__What is being asked__
Leave out the pictures and repeat the data exactly.

__Dataset content__
<<<<
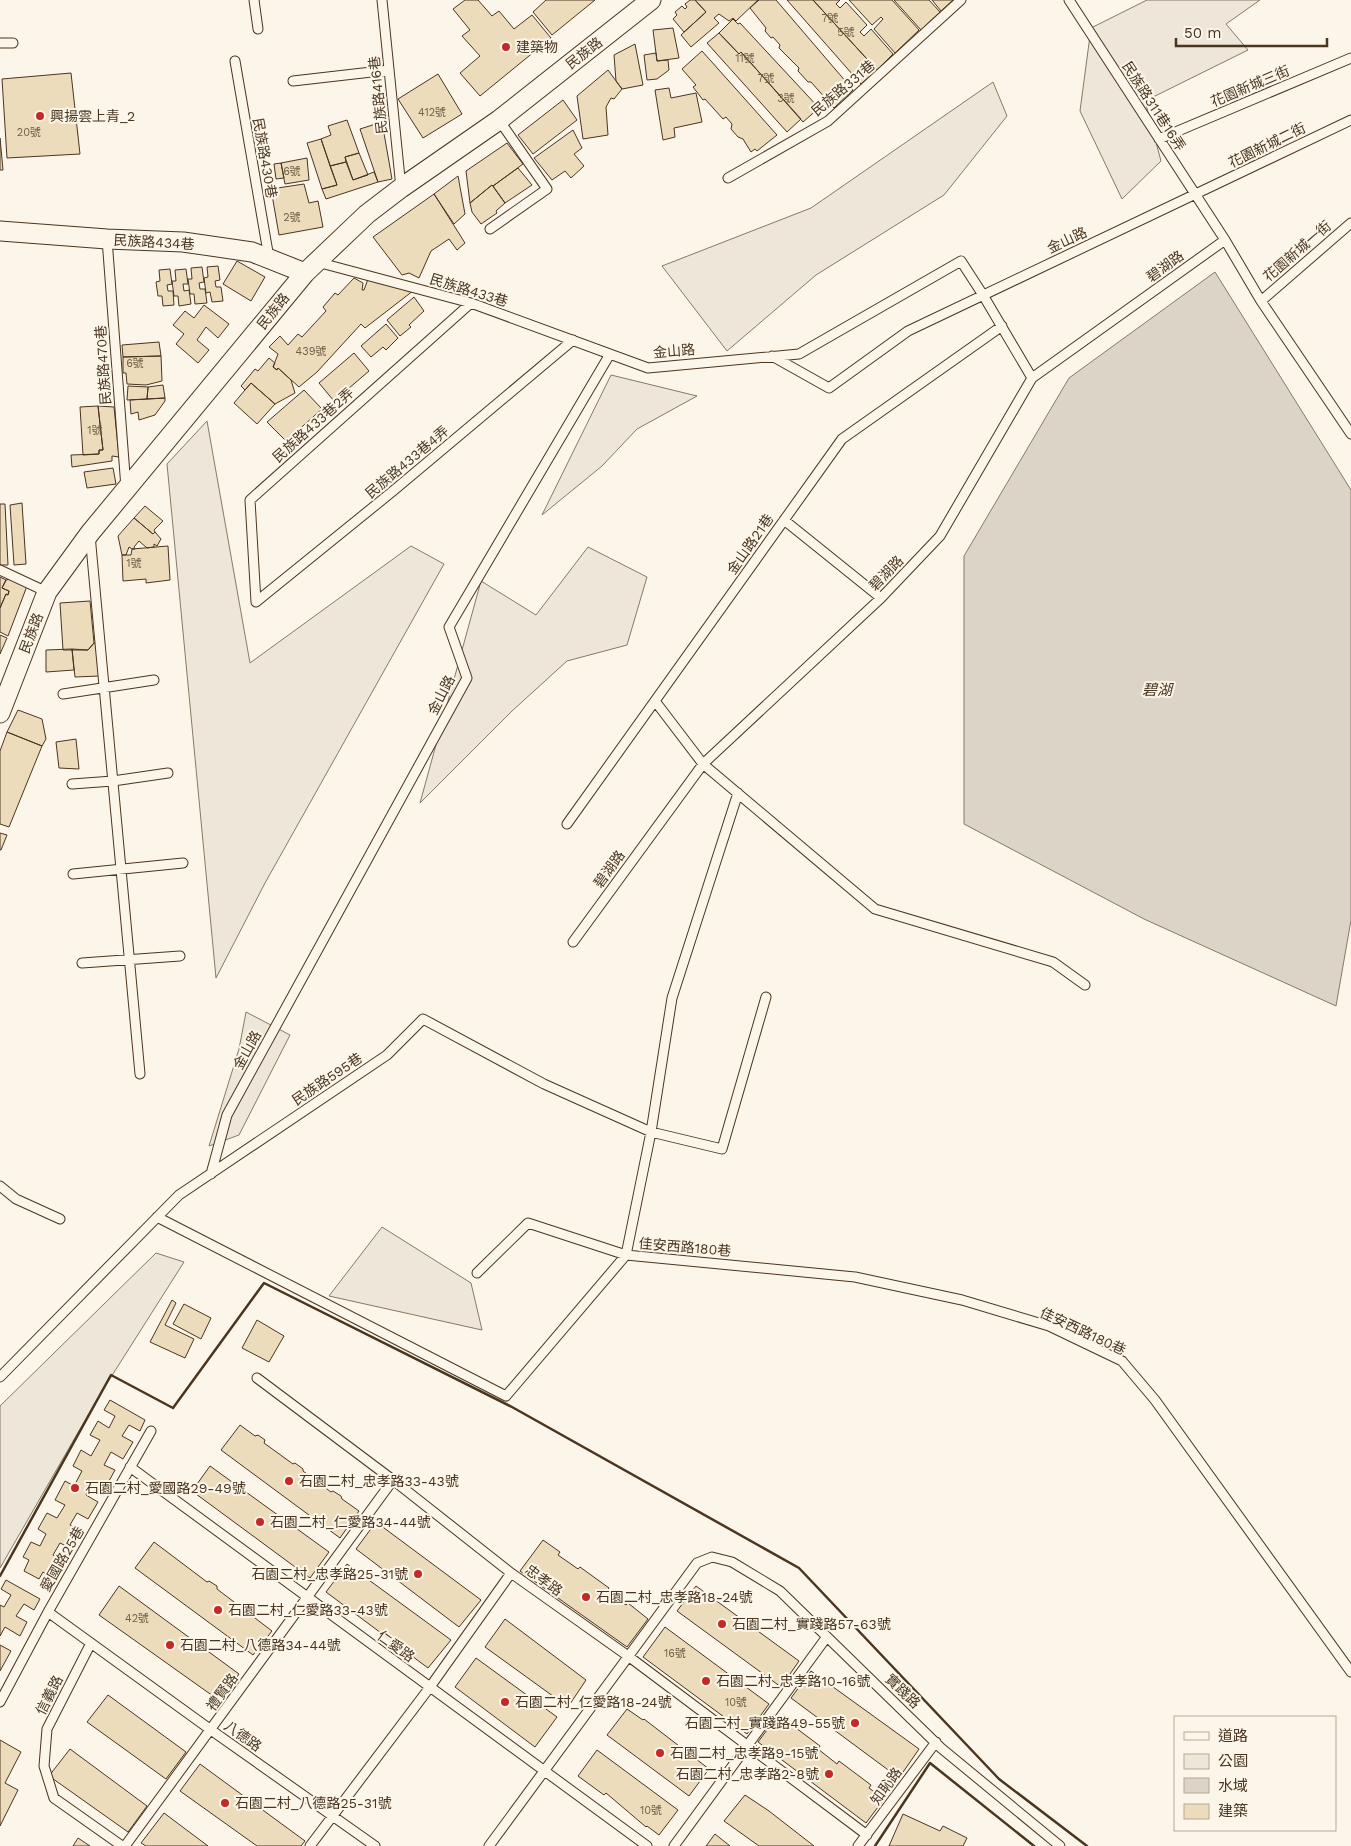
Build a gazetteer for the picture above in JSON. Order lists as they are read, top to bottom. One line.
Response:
{"streets":{"street":["民族路","民族路434巷"],"lane":["花園新城三街","民族路331巷","民族路416巷","民族路311巷16弄","花園新城二街","民族路430巷","金山路","花園新城一街","碧湖路","民族路433巷","民族路470巷","民族路433巷2弄","民族路433巷4弄","金山路21巷","民族路595巷","佳安西路180巷","愛國路25巷","忠孝路","仁愛路","實踐路","禮賢路","信義路","八德路","知恥路"]},"crossings":[["民族路","民族路416巷"],["民族路","民族路434巷"],["民族路","民族路433巷"],["民族路","民族路470巷"],["花園新城三街","民族路311巷16弄"],["民族路311巷16弄","花園新城二街"],["民族路311巷16弄","金山路"],["民族路311巷16弄","花園新城一街"],["民族路311巷16弄","碧湖路"],["花園新城二街","金山路"],["民族路430巷","民族路434巷"],["金山路","民族路433巷"],["金山路","民族路595巷"],["民族路434巷","民族路433巷"],["民族路434巷","民族路470巷"],["民族路433巷","民族路433巷2弄"],["民族路433巷","民族路433巷4弄"],["民族路433巷2弄","民族路433巷4弄"],["愛國路25巷","仁愛路"],["愛國路25巷","八德路"],["忠孝路","實踐路"],["忠孝路","禮賢路"],["忠孝路","知恥路"],["仁愛路","禮賢路"],["實踐路","知恥路"],["禮賢路","信義路"],["禮賢路","八德路"],["信義路","八德路"]],"water":["碧湖"],"places":["建築物","興揚雲上青_2","石園二村_忠孝路33-43號","石園二村_愛國路29-49號","石園二村_仁愛路34-44號","石園二村_忠孝路25-31號","石園二村_忠孝路18-24號","石園二村_仁愛路33-43號","石園二村_實踐路57-63號","石園二村_八德路34-44號","石園二村_忠孝路10-16號","石園二村_仁愛路18-24號","石園二村_實踐路49-55號","石園二村_忠孝路9-15號","石園二村_忠孝路2-8號","石園二村_八德路25-31號"],"house_numbers":["7號","5號","11號","7號","3號","412號","20號","6號","2號","439號","6號","1號","1號","42號","16號","10號","10號"],"legend":["道路","公園","水域","建築"],"scale_bar":"50 m"}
>>>>
__Final answer__
Build a gazetteer for the picture above in JSON. Order lists as they are read, top to bottom. One line.
Response:
{"streets":{"street":["民族路","民族路434巷"],"lane":["花園新城三街","民族路331巷","民族路416巷","民族路311巷16弄","花園新城二街","民族路430巷","金山路","花園新城一街","碧湖路","民族路433巷","民族路470巷","民族路433巷2弄","民族路433巷4弄","金山路21巷","民族路595巷","佳安西路180巷","愛國路25巷","忠孝路","仁愛路","實踐路","禮賢路","信義路","八德路","知恥路"]},"crossings":[["民族路","民族路416巷"],["民族路","民族路434巷"],["民族路","民族路433巷"],["民族路","民族路470巷"],["花園新城三街","民族路311巷16弄"],["民族路311巷16弄","花園新城二街"],["民族路311巷16弄","金山路"],["民族路311巷16弄","花園新城一街"],["民族路311巷16弄","碧湖路"],["花園新城二街","金山路"],["民族路430巷","民族路434巷"],["金山路","民族路433巷"],["金山路","民族路595巷"],["民族路434巷","民族路433巷"],["民族路434巷","民族路470巷"],["民族路433巷","民族路433巷2弄"],["民族路433巷","民族路433巷4弄"],["民族路433巷2弄","民族路433巷4弄"],["愛國路25巷","仁愛路"],["愛國路25巷","八德路"],["忠孝路","實踐路"],["忠孝路","禮賢路"],["忠孝路","知恥路"],["仁愛路","禮賢路"],["實踐路","知恥路"],["禮賢路","信義路"],["禮賢路","八德路"],["信義路","八德路"]],"water":["碧湖"],"places":["建築物","興揚雲上青_2","石園二村_忠孝路33-43號","石園二村_愛國路29-49號","石園二村_仁愛路34-44號","石園二村_忠孝路25-31號","石園二村_忠孝路18-24號","石園二村_仁愛路33-43號","石園二村_實踐路57-63號","石園二村_八德路34-44號","石園二村_忠孝路10-16號","石園二村_仁愛路18-24號","石園二村_實踐路49-55號","石園二村_忠孝路9-15號","石園二村_忠孝路2-8號","石園二村_八德路25-31號"],"house_numbers":["7號","5號","11號","7號","3號","412號","20號","6號","2號","439號","6號","1號","1號","42號","16號","10號","10號"],"legend":["道路","公園","水域","建築"],"scale_bar":"50 m"}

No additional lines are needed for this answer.